Take State off chopping block
President Donald Trump’s latest proposal to eviscerate the State Department’s budget may already be dead on arrival in Congress. It’s nonetheless a reminder of how the administration’s failure to take diplomacy seriously is undermining its own strategic goals.
Barely two months after warning in its new National Security Strategy of “growing political, economic and military competitions,” the White House has delivered a foreign-affairs budget that amounts to diplomatic disarmament. It calls for a 29 percent cut to U.S. diplomatic and foreign aid spending next year—the most to any federal department.
More than one-third of the State Department’s 150 positions requiring Senate confirmation remain empty. The U.S. has no ambassador in Seoul to blunt North Korea’s recent charm offensive, nor in Egypt, Jordan, Turkey and numerous other hot spots. Secretary of State Rex Tillerson’s controversial restructuring of the State Department has driven away some of America’s best and brightest young officers.
More broadly, the president’s erratic rhetoric has tainted global opinion of the U.S. and threatens to turn a decline in soft power into an outright deficit. On recent trips to the Middle East and Latin America, Tillerson’s effort to advance the fight against shared threats was undercut by Trump’s angry denunciations of U.S. partners as “laughing at us” and U.S. aid as a waste of money.

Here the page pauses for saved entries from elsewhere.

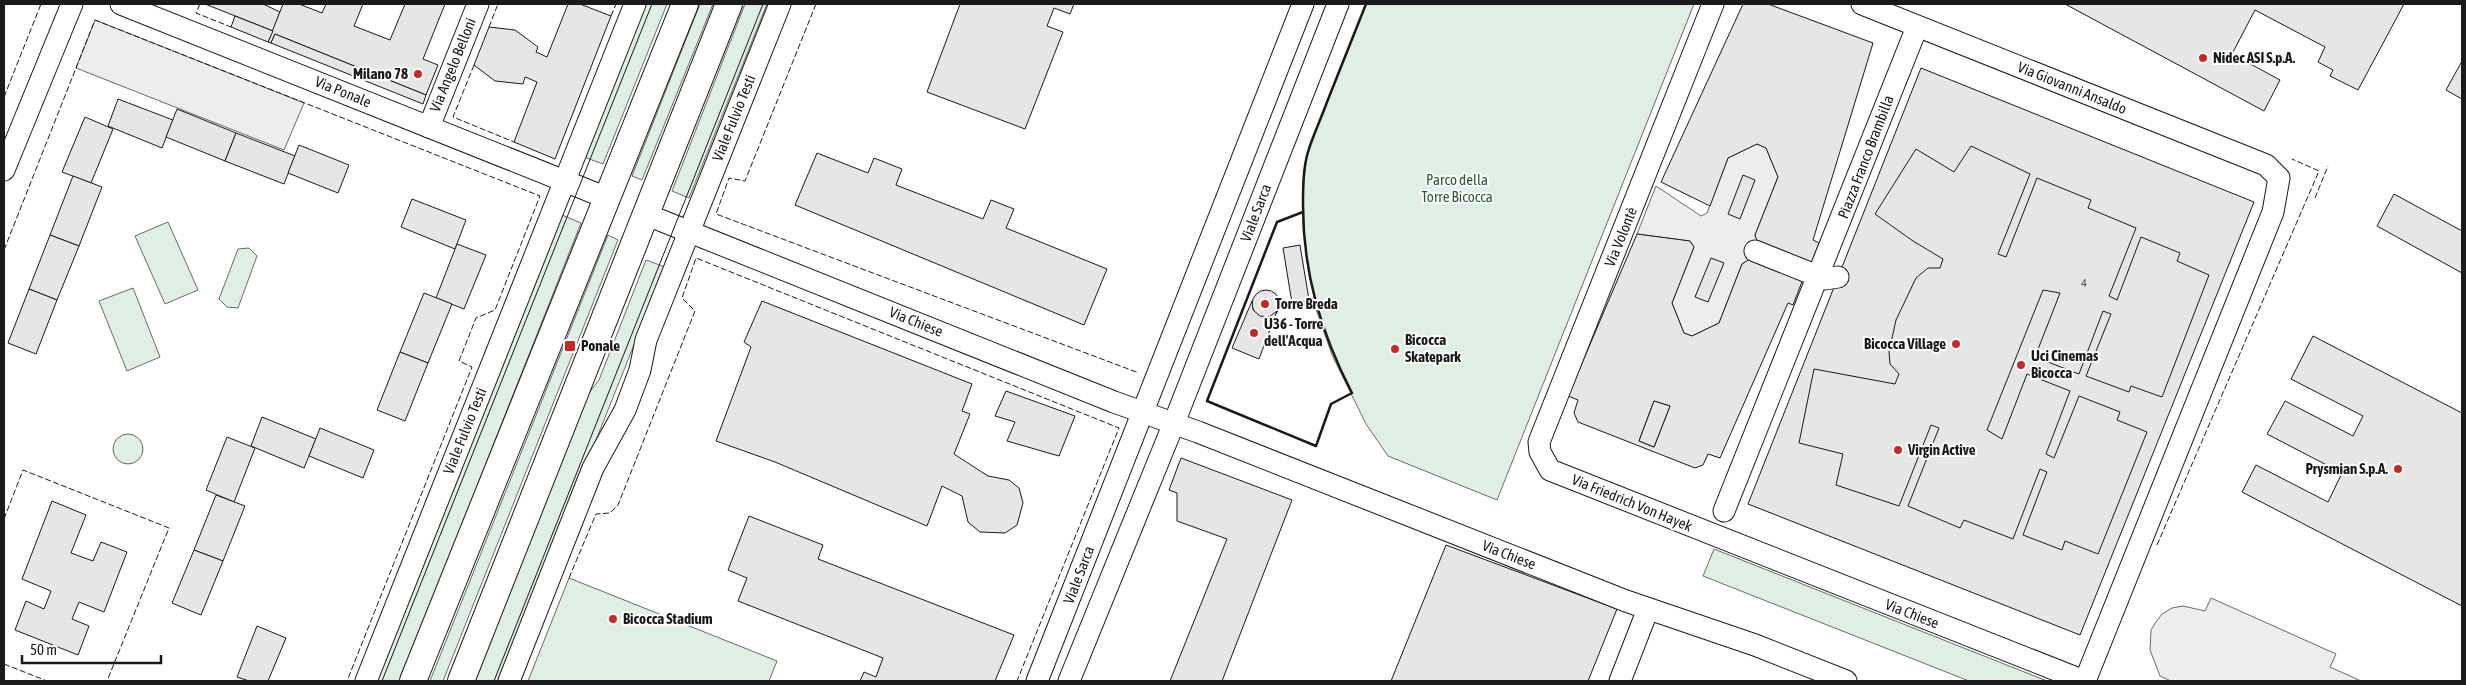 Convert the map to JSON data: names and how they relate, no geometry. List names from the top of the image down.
{
  "streets": {
    "street": [
      "Via Angelo Belloni",
      "Via Giovanni Ansaldo",
      "Via Ponale",
      "Viale Fulvio Testi",
      "Piazza Franco Brambilla",
      "Viale Sarca",
      "Via Volontè",
      "Via Chiese",
      "Via Friedrich Von Hayek"
    ]
  },
  "crossings": [
    ["Via Angelo Belloni", "Via Ponale"],
    ["Via Giovanni Ansaldo", "Via Chiese"],
    ["Via Ponale", "Viale Fulvio Testi"],
    ["Viale Fulvio Testi", "Via Chiese"],
    ["Viale Sarca", "Via Chiese"],
    ["Via Volontè", "Via Friedrich Von Hayek"],
    ["Via Chiese", "Via Friedrich Von Hayek"]
  ],
  "parks": ["Parco della Torre Bicocca"],
  "places": {
    "other": [
      "Nidec ASI S.p.A.",
      "Milano 78",
      "Torre Breda",
      "U36 - Torre dell'Acqua",
      "Bicocca Village",
      "Bicocca Skatepark",
      "Uci Cinemas Bicocca",
      "Virgin Active",
      "Prysmian S.p.A.",
      "Bicocca Stadium"
    ],
    "transit": ["Ponale"]
  },
  "house_numbers": ["4"],
  "scale_bar": "50 m"
}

For all its failings, the Trump team’s strategic vision isn’t completely off-base. The return of greater geopolitical competition is real and demands a smart, cost-effective approach. And the fact is, both in terms of personnel and spending as a percentage of federal outlays, the State Department at the end of the Barack Obama years was at historic highs. But lopping off nearly 30 percent of foreign-affairs spending in one blow makes no sense—especially if you think the world is so dangerous that defense spending must increase by 13 percent.
Congress can use upcoming budget hearings to safeguard proven programs and encourage prudent investments in a more efficient State Department. Tillerson’s plans for improving information technology and unifying efforts to promote investment in developing countries are both good starts that deserve support.
But Congress should also recognize that after more than a year in office, the Trump administration still needs stiff reminders of why diplomacy is a serious and worthwhile taxpayer investment. One way to deliver that message: Use its constitutional power to reject dubious political ambassadorial picks whose selection threatens to undermine U.S. influence. With tight budgets, empty chairs and growing foreign-policy challenges, every appointment must count.